The 1919–20 Army Cadets men's basketball team represented United States Military Academy during the 1919–20 intercollegiate men's basketball season. The head coach was Joseph O'Shea, coaching his first season with the Cadets. The team captain was Maurice Daniel.

==Schedule==

| Date time, TV | Opponent | Result | Record | Site city, state |
| 12/06/1919 | St. Johns | W 41–25 | 1–0 | West Point, NY |
|  | Manhattan | W 46–08 | 2–0 | West Point, NY |
|  | NYU | W 17–14 | 3–0 | West Point, NY |
|  | Seton Hall | W 54–07 | 4–0 | West Point, NY |
|  | Springfield Y.M.C.A. | W 39–32 | 5–0 | West Point, NY |
|  | CCNY | L 20–26 | 5–1 | West Point, NY |
|  | Princeton Nassau | W 35–13 | 6–1 | West Point, NY |
|  | Lehigh | W 23–22 | 7–1 | West Point, NY |
|  | St.
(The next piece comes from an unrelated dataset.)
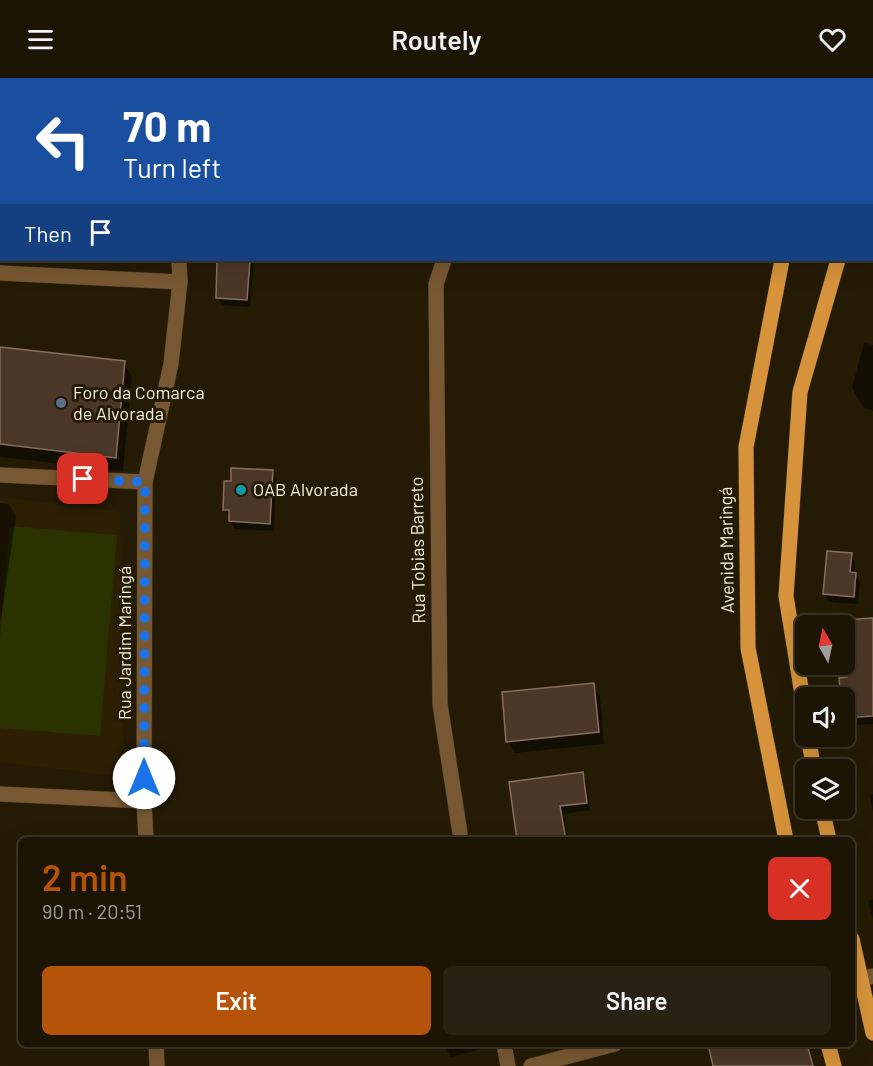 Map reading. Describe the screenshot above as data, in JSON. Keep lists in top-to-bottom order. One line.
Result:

Lawrence | W 26–23 | 8–1 | West Point, NY |
|  | Union (NY) | W 27–14 | 9–1 | West Point, NY |
|  | Navy | L 18–24 | 9–2 | West Point, NY |
|  | Williams | W 28–25 | 10–2 | West Point, NY |
|  | Brooklyn Poly. Inst. | W 24–22 | 11–2 | West Point, NY |
|  | Crescent A.C. | W 27–15 | 12–2 | West Point, NY |
*Non-conference game. (#) Tournament seedings in parentheses.